The value of $\tan 150^\circ = ?$
A.$\dfrac{1}{{\sqrt 3 }}$
B.$- \dfrac{1}{{\sqrt 3 }}$
C.$\sqrt 3$
D.$- \sqrt 3$

Answer 1

Hint : We cannot directly find the value of $\tan 150^\circ$. So, we can write 150 as 180 minus 30. That is $\tan \left( {\pi - 30^\circ } \right)$. Now, as 30 degree is being subtracted from $\pi$, $\tan \left( {\pi - 30^\circ } \right)$ will lie between $\dfrac{\pi }{2}$ and $\pi$, that is 2nd quadrant. We know that $\tan \theta$ is negative in the 2nd quadrant. So, the value of $\tan 150^\circ$ will be equal to the negative value of $\tan 30^\circ$.

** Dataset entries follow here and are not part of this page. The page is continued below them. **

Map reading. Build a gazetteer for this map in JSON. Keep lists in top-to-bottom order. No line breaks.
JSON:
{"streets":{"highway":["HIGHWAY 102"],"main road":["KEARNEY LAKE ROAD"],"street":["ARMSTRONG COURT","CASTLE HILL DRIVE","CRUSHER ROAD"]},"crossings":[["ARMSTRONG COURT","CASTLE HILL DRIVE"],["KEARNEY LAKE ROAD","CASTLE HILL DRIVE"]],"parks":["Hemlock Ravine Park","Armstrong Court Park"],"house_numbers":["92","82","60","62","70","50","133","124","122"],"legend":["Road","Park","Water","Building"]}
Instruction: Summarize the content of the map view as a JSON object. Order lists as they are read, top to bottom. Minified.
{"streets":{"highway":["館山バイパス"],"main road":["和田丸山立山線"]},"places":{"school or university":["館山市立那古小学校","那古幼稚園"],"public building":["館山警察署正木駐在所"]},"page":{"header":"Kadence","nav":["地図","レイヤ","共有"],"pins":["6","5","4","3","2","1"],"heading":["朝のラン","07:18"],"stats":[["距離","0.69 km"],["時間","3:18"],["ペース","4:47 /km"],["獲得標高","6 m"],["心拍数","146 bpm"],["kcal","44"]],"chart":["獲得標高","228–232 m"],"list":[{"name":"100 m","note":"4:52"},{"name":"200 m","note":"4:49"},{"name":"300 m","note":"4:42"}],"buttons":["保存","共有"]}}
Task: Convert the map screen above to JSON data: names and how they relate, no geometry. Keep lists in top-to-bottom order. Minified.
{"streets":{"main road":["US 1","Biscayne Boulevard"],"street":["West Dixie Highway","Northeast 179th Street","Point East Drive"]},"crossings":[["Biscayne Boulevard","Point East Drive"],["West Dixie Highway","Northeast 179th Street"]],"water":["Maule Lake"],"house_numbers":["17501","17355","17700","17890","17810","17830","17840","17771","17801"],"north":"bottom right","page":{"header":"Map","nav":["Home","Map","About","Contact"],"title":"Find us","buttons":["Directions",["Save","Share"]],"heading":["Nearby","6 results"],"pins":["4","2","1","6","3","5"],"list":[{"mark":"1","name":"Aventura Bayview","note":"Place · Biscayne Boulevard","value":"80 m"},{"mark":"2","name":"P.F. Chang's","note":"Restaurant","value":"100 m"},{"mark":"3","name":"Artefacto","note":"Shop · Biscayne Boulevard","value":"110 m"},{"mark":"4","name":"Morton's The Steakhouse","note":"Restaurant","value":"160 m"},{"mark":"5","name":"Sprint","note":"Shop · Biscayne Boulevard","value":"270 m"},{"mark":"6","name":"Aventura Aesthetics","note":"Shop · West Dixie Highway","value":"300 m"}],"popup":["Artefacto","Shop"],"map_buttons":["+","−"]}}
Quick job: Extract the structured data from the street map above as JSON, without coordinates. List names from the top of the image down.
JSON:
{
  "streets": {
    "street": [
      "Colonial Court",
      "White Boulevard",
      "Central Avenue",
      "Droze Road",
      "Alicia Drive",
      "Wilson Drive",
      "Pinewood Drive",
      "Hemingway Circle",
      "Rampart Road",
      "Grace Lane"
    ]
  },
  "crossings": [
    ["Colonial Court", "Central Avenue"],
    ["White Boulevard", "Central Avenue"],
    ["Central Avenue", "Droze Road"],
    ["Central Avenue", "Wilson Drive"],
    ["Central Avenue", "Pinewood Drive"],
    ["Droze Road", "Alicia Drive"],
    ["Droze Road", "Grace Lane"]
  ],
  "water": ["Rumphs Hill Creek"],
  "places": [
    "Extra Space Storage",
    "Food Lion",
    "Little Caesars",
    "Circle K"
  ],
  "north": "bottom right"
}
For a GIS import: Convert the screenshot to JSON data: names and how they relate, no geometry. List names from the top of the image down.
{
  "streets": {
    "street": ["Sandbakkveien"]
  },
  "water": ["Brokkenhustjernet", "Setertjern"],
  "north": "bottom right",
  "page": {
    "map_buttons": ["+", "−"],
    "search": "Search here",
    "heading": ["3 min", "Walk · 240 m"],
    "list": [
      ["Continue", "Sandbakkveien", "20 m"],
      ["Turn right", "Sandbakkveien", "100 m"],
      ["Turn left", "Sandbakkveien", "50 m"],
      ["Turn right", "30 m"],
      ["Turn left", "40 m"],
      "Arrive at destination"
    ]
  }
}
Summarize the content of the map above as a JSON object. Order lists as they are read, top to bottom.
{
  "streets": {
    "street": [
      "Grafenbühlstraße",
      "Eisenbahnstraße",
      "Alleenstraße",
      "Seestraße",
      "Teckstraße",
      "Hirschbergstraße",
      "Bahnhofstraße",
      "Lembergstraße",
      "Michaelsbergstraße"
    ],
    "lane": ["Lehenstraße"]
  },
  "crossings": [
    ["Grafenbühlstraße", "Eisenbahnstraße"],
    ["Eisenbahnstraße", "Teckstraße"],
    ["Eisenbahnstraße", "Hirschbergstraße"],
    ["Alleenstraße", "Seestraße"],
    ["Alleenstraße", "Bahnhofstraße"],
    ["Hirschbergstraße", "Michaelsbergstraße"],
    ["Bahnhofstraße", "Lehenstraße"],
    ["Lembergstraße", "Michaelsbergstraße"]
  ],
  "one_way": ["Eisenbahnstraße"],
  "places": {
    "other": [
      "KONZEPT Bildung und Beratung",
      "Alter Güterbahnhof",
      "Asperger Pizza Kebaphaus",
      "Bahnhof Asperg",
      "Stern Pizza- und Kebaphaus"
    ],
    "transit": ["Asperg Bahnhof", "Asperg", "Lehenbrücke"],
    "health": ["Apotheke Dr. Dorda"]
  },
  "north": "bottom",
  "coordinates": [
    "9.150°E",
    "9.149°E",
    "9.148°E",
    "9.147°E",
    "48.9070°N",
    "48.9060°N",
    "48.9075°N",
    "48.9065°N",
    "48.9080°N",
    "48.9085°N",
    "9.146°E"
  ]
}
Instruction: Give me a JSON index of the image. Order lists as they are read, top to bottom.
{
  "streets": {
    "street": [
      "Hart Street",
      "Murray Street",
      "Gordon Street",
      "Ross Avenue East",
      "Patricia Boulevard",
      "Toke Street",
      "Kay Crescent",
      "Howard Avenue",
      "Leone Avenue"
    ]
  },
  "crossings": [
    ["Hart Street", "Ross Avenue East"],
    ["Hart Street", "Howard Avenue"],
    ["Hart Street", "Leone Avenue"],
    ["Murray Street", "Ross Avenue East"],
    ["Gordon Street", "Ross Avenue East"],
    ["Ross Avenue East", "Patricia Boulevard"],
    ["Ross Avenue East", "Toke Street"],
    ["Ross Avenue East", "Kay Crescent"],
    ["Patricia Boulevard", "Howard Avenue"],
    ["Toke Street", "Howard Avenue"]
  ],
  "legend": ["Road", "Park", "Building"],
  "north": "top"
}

Complete step-by-step answer :
In this question, we are asked to find the value of $\tan 150^\circ$. Now, we don’t have direct value for $\tan 150^\circ$. So, we need to use some trigonometric relations and formulas to find the value of $\tan 150^\circ$.
Now, we can write 150 as 180 minus 30. Therefore, we get
$\Rightarrow \tan 150^\circ = \tan \left( {180^\circ - 30^\circ } \right)$ - - - - - - - - - - - - - - - (1)
Now, we know that 180 degrees is equal to $\pi$. Therefore, equation (1) becomes
$\Rightarrow \tan 150^\circ = \tan \left( {\pi - 30^\circ } \right)$ - - - - - - - - - - - - - - - (2)
Now, as $30^\circ$ is being subtracted from $\pi$, $\tan \left( {\pi - 30^\circ } \right)$ will lie between $\dfrac{\pi }{2}$ and $\pi$, that is 2nd quadrant. We know that in the 2nd quadrant only sin and cosec are positive.
Hence, in the 2nd quadrant the value of $\tan \left( {\pi - 30^\circ } \right)$ will be negative.
$\Rightarrow \tan 150^\circ = \tan \left( {\pi - 30^\circ } \right)$
$= -\tan 30^\circ \\\ = -\dfrac{1}{{\sqrt 3 }} \\\ = - \dfrac{1}{{\sqrt 3 }} \;$
Hence, option B is the correct answer.
So, the correct answer is “Option B”.

Note : $\Rightarrow$1st quadrant = All positive
$\Rightarrow$2nd quadrant = $\sin \theta$ and $\cos ec\theta$ are positive.
$\Rightarrow$3rd quadrant = $\tan \theta$ and $\cot \theta$ are positive.
$\Rightarrow$4th quadrant = $\cos \theta$ and $\sec \theta$ are positive.